### Your goal
The answer must consist of every line in the data below that holds the word "金高路源华路".

### Collected data
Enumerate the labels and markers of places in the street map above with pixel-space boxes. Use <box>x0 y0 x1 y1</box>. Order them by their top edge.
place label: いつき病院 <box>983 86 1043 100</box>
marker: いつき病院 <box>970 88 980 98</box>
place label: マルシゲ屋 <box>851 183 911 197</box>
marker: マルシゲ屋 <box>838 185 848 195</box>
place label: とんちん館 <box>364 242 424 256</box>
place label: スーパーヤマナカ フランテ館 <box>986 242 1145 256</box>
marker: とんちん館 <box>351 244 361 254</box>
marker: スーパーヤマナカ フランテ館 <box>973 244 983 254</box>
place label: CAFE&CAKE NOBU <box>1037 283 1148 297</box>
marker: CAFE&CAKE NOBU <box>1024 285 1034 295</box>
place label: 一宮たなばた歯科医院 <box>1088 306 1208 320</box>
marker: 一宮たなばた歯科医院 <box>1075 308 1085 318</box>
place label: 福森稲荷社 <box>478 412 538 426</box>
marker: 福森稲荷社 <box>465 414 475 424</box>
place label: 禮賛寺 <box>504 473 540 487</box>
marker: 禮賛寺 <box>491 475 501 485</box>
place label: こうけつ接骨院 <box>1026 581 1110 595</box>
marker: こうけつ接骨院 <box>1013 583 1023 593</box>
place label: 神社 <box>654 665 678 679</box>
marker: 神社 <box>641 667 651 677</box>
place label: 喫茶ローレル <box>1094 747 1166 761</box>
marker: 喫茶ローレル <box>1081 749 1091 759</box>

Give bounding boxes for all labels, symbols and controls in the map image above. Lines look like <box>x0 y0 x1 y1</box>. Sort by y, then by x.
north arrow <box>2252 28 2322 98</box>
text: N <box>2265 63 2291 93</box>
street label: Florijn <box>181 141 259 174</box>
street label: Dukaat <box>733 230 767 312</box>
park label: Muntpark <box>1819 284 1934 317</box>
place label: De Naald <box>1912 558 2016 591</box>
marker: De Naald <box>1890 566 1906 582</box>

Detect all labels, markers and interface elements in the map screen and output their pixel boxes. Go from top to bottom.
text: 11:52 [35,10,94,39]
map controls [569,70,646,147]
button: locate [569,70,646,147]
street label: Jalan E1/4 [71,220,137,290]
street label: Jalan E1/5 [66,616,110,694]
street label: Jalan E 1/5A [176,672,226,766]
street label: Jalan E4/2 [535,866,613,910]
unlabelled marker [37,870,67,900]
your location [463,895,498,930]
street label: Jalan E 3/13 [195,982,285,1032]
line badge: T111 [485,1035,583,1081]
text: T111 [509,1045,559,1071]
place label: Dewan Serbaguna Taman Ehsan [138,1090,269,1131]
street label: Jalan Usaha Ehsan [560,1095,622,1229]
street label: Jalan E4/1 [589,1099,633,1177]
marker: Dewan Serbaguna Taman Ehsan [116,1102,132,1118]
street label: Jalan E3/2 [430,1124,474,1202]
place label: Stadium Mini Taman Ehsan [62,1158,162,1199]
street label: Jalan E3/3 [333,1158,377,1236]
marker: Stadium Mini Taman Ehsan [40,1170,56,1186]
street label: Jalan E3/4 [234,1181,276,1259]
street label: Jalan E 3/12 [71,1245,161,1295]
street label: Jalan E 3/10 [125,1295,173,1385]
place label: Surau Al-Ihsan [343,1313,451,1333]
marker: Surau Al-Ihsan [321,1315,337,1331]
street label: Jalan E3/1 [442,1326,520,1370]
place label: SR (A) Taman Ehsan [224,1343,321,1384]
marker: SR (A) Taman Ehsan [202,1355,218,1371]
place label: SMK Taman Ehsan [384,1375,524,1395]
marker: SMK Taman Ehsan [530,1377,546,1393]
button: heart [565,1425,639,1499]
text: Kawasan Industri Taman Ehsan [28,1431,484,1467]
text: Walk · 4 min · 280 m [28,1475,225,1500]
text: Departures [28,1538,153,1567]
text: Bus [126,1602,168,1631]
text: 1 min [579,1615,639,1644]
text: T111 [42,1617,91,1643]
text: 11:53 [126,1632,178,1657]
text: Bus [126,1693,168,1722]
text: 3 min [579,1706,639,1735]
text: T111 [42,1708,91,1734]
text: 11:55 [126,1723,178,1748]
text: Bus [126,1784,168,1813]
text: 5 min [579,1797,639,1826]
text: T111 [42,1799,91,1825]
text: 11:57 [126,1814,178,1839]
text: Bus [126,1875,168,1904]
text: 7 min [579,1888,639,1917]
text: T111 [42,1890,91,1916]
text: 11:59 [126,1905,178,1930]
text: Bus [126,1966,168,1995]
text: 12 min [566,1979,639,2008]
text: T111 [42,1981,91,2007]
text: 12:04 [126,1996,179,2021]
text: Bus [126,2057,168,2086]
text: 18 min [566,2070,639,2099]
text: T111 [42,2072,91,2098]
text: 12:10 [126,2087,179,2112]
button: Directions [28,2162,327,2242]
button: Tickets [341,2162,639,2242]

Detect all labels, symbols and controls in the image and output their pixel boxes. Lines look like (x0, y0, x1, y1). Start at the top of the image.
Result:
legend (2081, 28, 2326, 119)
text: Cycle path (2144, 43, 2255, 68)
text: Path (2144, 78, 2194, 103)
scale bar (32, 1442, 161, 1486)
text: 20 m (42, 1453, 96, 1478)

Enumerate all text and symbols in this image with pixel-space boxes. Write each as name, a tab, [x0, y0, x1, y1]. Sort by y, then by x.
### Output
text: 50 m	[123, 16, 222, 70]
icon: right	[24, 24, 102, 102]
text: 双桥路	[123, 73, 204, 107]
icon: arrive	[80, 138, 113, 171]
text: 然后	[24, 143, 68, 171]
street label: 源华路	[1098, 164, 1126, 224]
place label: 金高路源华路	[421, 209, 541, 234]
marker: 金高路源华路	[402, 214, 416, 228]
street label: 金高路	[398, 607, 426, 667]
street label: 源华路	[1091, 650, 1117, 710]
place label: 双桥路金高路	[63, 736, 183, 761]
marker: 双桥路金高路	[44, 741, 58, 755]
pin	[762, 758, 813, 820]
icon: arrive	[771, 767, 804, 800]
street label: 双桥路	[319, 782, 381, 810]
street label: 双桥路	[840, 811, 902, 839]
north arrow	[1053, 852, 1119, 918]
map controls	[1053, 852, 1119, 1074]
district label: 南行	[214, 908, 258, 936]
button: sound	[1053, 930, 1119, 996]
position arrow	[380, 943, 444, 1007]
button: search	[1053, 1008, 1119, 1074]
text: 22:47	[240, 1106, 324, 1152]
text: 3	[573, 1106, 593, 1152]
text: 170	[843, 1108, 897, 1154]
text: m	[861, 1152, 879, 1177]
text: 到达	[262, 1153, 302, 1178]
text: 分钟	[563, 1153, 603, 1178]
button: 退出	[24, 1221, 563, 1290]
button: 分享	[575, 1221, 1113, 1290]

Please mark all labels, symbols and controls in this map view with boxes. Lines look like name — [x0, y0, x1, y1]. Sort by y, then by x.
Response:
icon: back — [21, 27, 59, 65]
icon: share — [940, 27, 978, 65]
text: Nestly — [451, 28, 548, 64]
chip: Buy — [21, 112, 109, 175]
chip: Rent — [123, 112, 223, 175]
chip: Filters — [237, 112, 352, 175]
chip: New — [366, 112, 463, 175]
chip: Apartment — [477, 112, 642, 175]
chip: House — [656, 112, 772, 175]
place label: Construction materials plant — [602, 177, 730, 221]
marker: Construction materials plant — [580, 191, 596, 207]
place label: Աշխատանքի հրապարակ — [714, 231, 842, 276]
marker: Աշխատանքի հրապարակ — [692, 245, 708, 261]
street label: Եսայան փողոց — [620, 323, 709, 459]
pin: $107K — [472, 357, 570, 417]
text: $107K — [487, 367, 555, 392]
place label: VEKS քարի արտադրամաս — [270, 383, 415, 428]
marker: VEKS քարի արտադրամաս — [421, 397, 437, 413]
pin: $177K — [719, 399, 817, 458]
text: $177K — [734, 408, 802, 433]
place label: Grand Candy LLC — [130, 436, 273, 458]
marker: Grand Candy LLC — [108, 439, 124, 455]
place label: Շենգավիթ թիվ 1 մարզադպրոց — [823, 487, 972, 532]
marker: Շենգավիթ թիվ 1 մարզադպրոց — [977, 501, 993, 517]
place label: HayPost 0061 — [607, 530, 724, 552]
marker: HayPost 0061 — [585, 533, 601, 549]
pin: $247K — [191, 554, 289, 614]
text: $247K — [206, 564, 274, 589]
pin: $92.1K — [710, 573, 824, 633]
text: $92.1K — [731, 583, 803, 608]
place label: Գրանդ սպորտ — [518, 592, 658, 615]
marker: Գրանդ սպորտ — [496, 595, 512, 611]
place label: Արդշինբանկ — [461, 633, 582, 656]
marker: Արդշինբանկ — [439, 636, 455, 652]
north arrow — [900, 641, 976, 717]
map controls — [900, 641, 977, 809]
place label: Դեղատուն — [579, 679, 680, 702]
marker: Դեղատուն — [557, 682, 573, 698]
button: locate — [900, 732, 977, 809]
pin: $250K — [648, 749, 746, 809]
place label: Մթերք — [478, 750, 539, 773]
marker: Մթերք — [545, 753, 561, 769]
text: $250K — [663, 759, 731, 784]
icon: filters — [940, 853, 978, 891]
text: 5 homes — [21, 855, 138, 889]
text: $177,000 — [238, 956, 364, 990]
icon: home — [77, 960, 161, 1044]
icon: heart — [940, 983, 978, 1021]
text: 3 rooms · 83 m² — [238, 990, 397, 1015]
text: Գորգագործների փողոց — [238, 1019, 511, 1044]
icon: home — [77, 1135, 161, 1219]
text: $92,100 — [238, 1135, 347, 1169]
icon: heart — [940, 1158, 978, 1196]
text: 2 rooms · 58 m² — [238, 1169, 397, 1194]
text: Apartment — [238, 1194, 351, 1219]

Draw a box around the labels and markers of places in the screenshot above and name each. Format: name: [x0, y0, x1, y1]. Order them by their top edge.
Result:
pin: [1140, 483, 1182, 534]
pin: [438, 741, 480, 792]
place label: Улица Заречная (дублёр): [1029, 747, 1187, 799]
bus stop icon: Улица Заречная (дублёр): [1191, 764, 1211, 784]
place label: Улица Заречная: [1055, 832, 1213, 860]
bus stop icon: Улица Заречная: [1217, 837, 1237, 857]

### Exercise answer
place label: 金高路源华路	[421, 209, 541, 234]
marker: 金高路源华路	[402, 214, 416, 228]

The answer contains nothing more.